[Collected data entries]
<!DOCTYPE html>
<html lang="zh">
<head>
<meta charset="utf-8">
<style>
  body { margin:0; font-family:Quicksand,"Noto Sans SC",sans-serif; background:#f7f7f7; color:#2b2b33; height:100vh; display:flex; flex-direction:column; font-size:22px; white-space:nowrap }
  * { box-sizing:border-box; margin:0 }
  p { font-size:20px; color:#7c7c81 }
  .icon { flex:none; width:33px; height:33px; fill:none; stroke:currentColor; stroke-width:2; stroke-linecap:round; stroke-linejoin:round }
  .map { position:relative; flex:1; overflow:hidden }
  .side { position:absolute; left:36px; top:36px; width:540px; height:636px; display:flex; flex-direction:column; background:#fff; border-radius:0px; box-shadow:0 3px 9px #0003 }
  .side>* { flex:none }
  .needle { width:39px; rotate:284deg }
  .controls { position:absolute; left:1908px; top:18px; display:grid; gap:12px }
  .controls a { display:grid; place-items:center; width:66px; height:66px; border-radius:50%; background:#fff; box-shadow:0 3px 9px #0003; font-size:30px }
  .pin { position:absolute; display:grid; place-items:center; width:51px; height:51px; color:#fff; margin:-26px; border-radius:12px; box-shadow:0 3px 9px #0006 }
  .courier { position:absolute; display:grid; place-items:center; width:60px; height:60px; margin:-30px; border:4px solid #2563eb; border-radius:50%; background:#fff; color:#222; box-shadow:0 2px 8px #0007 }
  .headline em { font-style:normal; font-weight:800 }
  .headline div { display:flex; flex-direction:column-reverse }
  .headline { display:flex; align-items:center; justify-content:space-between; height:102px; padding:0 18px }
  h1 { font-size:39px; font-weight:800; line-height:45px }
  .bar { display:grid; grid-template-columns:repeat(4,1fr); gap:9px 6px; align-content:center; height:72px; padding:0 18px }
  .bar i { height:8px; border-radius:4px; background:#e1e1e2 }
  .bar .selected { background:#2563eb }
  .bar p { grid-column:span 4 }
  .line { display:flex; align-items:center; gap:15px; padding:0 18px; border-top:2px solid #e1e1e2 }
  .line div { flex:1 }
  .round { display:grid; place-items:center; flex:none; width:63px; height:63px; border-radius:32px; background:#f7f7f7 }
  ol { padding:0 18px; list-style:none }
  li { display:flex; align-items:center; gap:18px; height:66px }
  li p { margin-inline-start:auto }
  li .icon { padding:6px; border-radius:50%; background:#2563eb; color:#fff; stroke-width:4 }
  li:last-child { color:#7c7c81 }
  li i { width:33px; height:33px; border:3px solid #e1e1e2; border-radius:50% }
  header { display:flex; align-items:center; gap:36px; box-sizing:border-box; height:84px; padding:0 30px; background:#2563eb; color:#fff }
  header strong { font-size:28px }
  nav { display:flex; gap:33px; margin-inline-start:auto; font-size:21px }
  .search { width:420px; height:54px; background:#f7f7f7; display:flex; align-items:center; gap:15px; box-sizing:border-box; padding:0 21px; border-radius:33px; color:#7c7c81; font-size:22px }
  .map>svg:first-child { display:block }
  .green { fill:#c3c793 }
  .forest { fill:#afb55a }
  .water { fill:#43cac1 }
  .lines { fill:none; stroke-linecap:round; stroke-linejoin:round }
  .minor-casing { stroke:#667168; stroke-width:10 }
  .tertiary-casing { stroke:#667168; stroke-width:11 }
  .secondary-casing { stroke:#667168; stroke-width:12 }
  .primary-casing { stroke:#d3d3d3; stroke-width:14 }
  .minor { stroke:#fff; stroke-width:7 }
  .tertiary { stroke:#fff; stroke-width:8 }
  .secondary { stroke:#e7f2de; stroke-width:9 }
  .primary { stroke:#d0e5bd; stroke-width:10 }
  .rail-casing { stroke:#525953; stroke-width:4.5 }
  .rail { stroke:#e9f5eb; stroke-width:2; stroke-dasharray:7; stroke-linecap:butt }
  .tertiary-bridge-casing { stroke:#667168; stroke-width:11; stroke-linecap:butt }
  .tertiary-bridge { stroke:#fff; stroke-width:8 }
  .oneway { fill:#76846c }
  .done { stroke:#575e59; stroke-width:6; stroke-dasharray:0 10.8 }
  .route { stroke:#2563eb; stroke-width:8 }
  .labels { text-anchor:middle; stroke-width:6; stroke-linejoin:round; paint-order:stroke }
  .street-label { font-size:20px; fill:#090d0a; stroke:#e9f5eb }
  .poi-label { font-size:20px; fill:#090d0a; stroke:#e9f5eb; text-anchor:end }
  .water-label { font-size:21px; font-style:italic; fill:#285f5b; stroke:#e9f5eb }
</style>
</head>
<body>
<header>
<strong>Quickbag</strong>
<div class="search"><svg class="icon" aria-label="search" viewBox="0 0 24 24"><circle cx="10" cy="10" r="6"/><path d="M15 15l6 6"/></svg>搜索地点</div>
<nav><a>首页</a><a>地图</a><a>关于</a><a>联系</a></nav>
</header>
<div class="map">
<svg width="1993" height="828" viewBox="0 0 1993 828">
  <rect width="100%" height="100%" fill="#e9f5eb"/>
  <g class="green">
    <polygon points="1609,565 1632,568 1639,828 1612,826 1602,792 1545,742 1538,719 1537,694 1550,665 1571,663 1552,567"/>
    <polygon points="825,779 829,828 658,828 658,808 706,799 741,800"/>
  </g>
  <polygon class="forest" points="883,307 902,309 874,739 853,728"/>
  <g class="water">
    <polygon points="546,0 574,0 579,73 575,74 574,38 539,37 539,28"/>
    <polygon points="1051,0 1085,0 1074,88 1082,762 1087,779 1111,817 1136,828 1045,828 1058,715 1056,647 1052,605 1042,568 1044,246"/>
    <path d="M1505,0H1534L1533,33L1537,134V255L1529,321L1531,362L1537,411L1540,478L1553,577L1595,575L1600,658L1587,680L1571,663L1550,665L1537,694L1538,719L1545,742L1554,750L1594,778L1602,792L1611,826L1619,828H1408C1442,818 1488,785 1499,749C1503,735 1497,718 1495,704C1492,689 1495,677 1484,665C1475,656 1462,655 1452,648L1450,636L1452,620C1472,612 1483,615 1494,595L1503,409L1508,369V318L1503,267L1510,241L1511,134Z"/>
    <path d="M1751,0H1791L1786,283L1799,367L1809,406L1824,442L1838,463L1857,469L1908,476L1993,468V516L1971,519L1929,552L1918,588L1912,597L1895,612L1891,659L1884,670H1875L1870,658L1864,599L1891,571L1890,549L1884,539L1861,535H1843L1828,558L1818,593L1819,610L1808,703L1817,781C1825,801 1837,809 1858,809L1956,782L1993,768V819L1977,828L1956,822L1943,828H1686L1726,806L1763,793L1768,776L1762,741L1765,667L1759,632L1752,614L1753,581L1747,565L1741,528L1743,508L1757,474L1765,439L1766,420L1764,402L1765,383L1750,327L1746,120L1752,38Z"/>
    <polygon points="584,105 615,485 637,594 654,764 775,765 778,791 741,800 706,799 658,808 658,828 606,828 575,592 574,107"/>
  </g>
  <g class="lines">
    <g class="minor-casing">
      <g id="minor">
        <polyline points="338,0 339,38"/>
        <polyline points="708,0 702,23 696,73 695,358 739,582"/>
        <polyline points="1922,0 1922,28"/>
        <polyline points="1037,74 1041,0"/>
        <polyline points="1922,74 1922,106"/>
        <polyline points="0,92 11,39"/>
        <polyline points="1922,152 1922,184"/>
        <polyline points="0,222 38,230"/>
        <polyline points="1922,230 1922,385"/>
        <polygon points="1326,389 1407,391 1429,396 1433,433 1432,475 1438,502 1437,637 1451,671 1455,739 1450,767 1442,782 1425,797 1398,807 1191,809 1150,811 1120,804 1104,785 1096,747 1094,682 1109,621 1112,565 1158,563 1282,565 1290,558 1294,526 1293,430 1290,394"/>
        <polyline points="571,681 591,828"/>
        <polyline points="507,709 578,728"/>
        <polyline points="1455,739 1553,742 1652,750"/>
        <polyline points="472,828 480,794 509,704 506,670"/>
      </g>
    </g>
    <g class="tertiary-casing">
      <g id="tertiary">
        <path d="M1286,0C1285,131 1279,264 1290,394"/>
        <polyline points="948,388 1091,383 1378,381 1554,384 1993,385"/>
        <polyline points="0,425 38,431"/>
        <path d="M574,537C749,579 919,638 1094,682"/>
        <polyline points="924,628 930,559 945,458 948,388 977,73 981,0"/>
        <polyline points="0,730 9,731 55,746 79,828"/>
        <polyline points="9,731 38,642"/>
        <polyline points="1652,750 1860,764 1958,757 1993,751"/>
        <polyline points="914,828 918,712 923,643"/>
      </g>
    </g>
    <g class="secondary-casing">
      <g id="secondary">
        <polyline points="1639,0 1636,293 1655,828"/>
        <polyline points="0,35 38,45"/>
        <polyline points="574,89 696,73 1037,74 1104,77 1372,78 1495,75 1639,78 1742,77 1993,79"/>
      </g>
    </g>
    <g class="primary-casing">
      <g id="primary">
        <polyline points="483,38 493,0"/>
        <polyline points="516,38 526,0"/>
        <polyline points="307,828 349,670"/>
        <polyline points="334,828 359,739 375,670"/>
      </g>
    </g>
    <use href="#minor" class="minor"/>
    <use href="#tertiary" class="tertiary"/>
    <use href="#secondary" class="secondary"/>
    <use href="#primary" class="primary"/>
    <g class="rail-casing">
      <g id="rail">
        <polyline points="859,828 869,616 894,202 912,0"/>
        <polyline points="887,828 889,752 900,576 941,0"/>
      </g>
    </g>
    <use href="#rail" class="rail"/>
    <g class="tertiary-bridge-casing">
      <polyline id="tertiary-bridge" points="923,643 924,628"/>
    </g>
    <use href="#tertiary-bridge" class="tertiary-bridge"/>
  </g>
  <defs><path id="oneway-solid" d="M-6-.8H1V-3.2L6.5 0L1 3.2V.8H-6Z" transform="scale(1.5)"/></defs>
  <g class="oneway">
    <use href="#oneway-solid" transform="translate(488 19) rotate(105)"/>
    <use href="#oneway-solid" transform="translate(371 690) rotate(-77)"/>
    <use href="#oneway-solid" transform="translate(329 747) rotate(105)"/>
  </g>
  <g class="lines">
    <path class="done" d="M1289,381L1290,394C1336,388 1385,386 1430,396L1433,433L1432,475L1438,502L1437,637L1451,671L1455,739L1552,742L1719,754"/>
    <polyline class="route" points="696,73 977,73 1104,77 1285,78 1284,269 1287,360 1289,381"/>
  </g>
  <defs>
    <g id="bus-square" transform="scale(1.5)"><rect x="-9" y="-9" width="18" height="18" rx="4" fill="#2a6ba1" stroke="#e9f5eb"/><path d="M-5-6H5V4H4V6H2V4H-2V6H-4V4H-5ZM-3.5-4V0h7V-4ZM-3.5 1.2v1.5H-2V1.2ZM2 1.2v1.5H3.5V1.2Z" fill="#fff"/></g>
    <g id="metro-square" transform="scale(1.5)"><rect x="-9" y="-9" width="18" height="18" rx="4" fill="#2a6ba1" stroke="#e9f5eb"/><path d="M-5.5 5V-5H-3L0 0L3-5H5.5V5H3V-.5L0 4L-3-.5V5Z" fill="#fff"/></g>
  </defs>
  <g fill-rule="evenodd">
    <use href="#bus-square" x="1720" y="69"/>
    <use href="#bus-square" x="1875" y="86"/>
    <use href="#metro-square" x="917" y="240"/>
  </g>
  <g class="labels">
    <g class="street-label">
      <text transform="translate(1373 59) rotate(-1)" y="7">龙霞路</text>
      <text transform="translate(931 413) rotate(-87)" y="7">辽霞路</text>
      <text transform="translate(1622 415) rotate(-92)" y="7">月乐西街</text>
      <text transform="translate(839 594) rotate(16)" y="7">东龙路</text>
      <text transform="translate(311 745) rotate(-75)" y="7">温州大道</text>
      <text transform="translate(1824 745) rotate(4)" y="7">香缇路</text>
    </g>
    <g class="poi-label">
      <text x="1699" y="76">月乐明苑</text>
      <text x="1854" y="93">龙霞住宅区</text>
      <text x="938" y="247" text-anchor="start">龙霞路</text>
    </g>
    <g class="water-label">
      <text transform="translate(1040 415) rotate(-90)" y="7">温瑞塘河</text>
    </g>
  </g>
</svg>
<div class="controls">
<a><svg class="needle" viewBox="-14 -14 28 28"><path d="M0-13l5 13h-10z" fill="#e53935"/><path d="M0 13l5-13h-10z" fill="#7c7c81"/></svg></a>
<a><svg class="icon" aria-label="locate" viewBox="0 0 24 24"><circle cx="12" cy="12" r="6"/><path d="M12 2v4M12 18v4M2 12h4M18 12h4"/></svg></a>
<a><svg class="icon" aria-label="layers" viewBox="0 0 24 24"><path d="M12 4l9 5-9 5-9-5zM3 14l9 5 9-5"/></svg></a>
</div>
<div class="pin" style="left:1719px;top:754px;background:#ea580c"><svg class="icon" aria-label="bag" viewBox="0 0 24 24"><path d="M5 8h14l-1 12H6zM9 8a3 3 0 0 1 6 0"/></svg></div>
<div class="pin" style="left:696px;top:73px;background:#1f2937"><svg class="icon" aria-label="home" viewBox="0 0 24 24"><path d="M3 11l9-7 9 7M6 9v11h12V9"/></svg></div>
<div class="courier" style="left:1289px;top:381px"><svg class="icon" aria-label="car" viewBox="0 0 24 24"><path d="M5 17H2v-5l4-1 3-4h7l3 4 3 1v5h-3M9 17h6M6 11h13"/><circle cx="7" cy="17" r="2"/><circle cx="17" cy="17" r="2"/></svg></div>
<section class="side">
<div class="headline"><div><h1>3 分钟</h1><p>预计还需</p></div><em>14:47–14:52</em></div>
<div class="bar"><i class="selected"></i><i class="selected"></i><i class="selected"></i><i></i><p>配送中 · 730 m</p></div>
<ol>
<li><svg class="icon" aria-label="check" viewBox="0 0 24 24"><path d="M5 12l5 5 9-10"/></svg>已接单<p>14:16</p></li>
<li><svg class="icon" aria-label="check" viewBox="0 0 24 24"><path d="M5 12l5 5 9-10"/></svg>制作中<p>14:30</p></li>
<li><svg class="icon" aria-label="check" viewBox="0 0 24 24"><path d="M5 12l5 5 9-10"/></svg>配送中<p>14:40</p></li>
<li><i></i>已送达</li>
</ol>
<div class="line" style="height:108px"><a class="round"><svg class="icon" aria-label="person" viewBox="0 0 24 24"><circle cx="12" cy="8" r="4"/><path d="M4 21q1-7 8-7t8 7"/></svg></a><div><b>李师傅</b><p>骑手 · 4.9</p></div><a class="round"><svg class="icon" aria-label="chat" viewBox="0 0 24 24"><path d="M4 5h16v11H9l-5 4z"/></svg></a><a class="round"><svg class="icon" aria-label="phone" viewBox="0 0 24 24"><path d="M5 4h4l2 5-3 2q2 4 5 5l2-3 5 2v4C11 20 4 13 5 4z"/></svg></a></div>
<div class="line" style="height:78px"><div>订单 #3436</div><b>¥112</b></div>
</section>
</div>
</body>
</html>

WHAT IS EXPECTED: Your answer must be the lines from the first line of the records through the line containing "flex:none; width:33px; height:33px;", copied exactly.

EXERCISE SOLUTION:
<!DOCTYPE html>
<html lang="zh">
<head>
<meta charset="utf-8">
<style>
  body { margin:0; font-family:Quicksand,"Noto Sans SC",sans-serif; background:#f7f7f7; color:#2b2b33; height:100vh; display:flex; flex-direction:column; font-size:22px; white-space:nowrap }
  * { box-sizing:border-box; margin:0 }
  p { font-size:20px; color:#7c7c81 }
  .icon { flex:none; width:33px; height:33px; fill:none; stroke:currentColor; stroke-width:2; stroke-linecap:round; stroke-linejoin:round }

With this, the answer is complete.